> [EXERCISE DATA]
____________

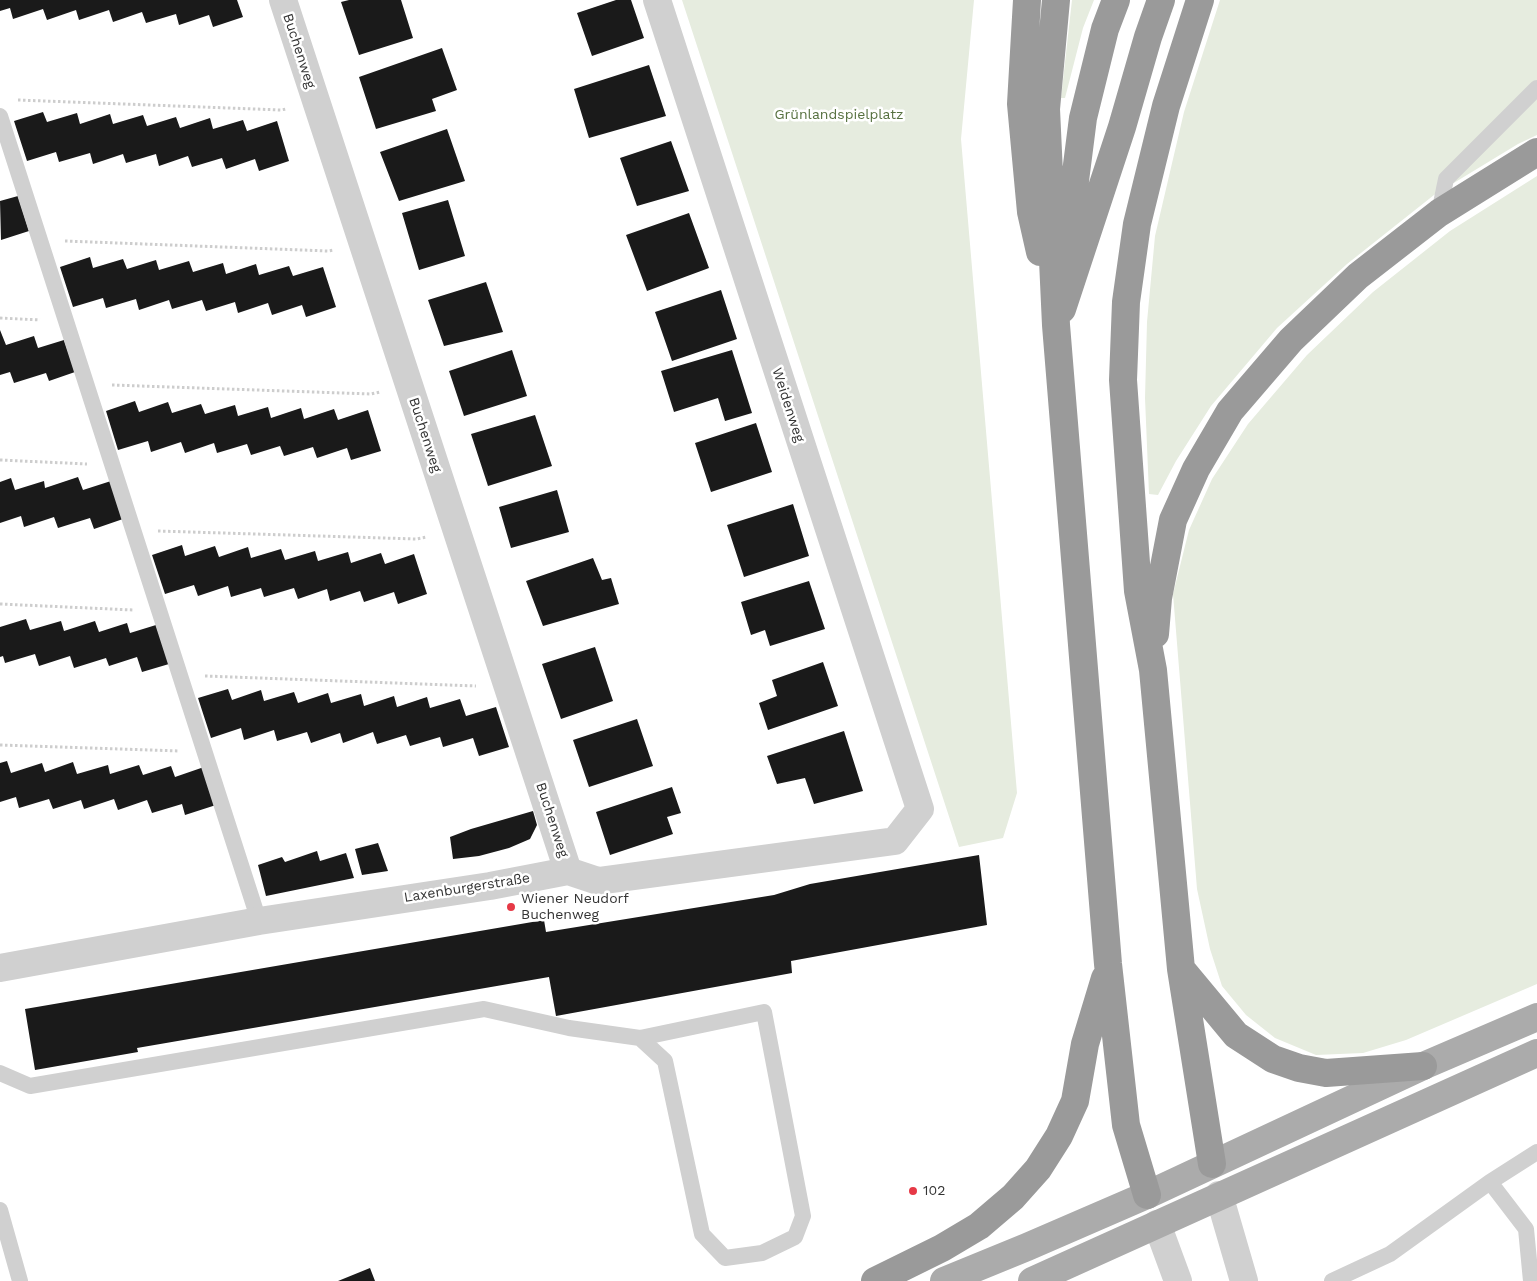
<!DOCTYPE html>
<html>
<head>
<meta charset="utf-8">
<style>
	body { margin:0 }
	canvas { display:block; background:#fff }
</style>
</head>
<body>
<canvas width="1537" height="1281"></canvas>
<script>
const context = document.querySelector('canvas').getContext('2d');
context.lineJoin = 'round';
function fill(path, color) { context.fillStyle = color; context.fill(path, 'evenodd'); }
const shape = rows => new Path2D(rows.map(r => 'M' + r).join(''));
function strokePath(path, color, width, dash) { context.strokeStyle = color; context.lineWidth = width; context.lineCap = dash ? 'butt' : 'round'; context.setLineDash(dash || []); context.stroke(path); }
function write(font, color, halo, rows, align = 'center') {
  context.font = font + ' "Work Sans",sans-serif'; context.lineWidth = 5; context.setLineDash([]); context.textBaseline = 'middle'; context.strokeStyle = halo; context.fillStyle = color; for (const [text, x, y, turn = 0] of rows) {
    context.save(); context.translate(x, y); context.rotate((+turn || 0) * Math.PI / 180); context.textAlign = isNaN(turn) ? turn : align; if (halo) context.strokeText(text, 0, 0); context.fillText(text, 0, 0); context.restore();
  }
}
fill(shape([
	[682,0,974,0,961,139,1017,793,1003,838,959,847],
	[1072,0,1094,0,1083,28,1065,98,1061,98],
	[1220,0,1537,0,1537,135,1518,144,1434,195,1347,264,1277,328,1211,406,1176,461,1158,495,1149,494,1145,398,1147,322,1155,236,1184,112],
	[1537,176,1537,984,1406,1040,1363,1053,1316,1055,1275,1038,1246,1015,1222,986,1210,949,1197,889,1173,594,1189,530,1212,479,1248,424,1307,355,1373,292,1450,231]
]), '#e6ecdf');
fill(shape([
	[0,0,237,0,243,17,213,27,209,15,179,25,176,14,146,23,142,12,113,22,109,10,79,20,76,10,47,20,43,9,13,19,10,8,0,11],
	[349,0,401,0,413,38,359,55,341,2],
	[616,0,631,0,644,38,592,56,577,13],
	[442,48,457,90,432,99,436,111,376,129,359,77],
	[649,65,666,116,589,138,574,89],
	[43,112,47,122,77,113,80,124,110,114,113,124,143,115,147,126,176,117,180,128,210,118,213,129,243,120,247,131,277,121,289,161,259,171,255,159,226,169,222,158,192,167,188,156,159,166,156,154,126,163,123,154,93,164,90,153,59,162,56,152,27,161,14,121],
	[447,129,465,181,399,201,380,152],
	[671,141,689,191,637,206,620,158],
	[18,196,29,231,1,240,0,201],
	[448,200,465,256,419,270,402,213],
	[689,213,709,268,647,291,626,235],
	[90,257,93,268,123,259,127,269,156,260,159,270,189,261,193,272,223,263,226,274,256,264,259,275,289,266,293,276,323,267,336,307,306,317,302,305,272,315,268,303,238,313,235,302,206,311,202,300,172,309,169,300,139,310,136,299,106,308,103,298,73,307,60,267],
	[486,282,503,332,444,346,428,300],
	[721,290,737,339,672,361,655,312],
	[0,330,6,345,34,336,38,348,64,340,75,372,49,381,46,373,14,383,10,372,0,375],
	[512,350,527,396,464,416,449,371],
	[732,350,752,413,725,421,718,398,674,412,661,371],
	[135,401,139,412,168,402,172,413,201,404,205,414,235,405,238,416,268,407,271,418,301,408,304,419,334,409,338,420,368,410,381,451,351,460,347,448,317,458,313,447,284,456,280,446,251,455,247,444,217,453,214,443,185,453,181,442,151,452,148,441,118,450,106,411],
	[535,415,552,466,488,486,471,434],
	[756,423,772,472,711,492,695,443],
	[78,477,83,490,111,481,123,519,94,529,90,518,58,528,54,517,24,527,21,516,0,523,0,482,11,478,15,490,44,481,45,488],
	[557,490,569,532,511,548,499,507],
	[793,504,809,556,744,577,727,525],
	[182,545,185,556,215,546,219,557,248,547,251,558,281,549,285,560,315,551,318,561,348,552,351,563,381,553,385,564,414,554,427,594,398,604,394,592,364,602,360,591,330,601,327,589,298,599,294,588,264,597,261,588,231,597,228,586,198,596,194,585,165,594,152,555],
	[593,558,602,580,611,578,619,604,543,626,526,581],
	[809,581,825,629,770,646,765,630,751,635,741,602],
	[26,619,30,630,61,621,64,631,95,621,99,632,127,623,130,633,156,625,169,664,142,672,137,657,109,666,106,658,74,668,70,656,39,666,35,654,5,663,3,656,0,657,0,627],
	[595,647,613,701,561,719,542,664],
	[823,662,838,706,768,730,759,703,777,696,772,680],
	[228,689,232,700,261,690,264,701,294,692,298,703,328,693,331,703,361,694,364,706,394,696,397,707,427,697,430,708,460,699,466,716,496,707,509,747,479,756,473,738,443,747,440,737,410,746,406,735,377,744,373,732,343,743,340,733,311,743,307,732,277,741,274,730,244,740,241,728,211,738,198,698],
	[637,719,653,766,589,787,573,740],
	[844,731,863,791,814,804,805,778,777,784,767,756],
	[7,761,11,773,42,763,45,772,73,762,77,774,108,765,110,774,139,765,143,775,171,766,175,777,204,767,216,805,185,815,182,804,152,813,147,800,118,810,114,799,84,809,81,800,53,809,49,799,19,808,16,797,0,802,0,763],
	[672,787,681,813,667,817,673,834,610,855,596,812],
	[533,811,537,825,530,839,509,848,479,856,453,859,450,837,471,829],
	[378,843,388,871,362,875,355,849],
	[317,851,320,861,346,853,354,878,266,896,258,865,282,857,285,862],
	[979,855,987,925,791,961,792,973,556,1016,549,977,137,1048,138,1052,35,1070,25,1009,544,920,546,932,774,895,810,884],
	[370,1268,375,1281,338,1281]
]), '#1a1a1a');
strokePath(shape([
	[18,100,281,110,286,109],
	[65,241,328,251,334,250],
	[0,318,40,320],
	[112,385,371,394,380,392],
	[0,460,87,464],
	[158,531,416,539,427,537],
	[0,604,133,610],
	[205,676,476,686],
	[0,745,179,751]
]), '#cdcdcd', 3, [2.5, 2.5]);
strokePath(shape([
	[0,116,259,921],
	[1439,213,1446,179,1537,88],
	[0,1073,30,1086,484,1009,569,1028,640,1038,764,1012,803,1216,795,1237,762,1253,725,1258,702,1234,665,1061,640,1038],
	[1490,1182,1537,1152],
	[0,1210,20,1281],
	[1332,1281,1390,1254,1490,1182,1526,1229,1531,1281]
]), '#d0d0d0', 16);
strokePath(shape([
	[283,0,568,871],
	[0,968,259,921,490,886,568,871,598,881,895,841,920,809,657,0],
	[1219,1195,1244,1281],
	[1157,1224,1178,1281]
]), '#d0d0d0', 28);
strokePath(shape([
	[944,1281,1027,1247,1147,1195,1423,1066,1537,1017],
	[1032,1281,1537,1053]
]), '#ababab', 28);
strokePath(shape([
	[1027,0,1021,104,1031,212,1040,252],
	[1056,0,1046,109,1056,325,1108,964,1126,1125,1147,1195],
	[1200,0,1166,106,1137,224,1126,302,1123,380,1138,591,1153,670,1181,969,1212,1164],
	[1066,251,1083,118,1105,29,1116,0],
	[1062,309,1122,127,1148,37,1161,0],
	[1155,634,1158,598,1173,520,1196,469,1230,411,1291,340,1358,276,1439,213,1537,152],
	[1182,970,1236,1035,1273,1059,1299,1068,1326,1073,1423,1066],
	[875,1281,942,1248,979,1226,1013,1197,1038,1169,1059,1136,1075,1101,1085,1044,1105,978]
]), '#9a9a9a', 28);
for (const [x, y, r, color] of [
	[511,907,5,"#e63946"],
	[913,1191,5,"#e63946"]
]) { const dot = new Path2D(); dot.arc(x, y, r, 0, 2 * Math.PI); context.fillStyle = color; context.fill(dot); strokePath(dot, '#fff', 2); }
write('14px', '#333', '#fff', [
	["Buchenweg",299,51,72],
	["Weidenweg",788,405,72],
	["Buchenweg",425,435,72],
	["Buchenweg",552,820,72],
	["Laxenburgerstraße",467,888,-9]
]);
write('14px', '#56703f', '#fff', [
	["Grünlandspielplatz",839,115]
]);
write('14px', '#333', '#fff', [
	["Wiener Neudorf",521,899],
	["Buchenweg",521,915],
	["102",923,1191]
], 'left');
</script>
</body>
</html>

____________

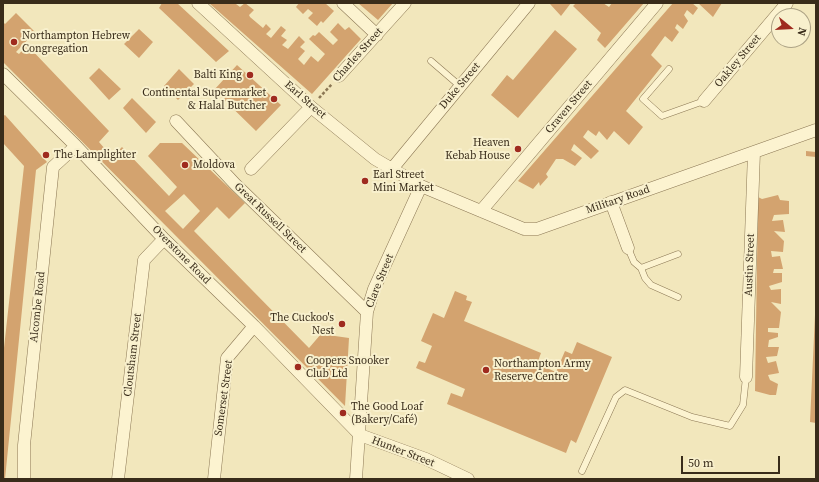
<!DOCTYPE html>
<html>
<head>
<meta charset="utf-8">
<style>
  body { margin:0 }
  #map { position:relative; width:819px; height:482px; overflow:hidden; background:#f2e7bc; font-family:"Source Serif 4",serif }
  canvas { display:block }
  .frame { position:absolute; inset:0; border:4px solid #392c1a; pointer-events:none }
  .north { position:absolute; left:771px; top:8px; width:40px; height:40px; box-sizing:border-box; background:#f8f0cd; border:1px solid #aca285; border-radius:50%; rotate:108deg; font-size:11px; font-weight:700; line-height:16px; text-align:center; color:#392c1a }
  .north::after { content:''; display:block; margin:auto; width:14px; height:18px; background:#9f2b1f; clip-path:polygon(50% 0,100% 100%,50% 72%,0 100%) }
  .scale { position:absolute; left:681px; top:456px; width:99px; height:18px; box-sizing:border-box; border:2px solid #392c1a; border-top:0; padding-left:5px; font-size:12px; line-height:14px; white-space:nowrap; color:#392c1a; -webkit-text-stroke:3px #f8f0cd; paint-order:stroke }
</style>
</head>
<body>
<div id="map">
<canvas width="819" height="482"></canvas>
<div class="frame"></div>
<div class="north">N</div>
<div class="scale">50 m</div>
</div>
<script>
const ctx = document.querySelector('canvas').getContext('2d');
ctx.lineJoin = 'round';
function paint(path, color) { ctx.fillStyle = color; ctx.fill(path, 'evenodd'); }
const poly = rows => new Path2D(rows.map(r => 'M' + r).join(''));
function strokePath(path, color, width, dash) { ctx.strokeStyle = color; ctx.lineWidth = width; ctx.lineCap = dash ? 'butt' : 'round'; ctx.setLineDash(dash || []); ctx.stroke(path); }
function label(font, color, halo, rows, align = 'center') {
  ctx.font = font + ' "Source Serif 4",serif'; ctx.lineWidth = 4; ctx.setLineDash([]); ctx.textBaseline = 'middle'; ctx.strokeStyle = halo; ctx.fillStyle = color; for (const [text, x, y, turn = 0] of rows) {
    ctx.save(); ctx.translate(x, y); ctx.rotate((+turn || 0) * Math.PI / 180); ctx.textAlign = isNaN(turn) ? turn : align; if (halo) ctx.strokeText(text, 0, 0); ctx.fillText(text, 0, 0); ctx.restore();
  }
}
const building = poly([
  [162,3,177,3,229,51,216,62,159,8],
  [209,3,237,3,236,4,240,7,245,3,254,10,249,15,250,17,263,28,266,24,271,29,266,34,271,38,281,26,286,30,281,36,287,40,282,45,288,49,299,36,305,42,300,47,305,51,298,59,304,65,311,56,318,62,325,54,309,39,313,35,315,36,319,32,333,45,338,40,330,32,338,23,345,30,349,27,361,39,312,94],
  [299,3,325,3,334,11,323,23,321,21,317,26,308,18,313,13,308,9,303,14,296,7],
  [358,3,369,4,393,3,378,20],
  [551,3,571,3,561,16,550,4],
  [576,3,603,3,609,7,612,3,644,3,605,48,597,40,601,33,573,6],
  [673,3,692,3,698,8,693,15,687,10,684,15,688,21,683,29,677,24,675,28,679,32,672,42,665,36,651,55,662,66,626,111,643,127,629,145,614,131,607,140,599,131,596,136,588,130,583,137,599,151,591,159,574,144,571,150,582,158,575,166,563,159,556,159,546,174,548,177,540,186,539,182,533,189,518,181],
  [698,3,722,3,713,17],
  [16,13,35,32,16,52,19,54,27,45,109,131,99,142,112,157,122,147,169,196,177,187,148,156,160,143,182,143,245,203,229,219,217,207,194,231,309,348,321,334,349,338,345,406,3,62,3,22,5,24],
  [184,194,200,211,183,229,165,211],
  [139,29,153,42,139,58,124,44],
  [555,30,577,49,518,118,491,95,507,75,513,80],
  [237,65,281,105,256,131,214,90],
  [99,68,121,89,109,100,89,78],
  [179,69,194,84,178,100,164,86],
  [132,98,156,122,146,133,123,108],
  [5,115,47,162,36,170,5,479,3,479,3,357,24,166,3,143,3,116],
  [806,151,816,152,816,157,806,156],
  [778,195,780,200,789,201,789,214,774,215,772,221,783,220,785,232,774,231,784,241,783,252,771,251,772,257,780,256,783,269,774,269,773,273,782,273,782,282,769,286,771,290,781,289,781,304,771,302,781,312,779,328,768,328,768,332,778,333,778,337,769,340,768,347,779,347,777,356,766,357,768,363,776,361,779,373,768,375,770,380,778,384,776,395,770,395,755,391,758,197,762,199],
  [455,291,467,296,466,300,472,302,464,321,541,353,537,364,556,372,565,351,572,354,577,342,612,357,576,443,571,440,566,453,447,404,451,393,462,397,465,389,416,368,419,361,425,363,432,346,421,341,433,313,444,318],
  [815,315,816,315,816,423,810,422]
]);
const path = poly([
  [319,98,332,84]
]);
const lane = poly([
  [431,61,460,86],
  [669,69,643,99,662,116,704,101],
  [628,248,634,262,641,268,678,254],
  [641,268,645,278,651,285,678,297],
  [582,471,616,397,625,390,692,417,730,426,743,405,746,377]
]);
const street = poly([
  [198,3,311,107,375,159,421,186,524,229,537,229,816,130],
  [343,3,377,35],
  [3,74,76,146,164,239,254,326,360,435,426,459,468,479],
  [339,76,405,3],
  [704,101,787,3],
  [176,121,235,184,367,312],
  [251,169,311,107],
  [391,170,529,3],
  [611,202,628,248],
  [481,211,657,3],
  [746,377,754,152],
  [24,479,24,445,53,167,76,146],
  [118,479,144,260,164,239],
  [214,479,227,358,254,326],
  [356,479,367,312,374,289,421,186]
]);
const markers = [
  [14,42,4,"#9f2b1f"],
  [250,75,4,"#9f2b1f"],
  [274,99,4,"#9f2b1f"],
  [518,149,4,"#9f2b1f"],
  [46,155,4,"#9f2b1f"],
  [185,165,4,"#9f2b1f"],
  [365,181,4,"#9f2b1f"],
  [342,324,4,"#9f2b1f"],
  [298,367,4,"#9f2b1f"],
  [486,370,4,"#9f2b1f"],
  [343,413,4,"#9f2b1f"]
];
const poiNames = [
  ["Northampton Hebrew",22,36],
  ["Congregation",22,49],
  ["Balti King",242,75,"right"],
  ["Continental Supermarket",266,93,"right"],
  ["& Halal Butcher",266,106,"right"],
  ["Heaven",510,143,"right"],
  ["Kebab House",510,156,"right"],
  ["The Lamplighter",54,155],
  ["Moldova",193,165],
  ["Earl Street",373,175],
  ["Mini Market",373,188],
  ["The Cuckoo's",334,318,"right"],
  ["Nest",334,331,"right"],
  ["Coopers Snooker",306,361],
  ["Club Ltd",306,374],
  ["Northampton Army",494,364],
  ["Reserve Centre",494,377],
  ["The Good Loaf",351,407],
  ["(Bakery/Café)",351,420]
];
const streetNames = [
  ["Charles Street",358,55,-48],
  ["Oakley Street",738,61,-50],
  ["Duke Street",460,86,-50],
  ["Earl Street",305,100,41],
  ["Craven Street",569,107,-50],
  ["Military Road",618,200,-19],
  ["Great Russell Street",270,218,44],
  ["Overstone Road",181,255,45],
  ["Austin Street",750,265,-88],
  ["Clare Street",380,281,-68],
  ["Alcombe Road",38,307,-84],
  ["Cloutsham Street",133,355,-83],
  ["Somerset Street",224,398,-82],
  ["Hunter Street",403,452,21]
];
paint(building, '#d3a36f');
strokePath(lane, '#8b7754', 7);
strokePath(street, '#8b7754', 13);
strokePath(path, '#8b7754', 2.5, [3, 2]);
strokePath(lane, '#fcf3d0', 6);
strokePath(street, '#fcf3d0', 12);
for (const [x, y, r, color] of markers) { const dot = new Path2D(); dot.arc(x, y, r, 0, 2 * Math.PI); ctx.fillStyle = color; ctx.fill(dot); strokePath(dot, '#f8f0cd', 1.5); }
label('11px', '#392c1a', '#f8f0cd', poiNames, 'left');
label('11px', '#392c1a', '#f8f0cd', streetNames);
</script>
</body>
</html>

____________

> [ABOUT THIS TASK] Look through the entries and find each line that has the string "save". Copy those lines.

> [RESULT OF THE EXERCISE]
    context.save(); context.translate(x, y); context.rotate((+turn || 0) * Math.PI / 180); context.textAlign = isNaN(turn) ? turn : align; if (halo) context.strokeText(text, 0, 0); context.fillText(text, 0, 0); context.restore();
    ctx.save(); ctx.translate(x, y); ctx.rotate((+turn || 0) * Math.PI / 180); ctx.textAlign = isNaN(turn) ? turn : align; if (halo) ctx.strokeText(text, 0, 0); ctx.fillText(text, 0, 0); ctx.restore();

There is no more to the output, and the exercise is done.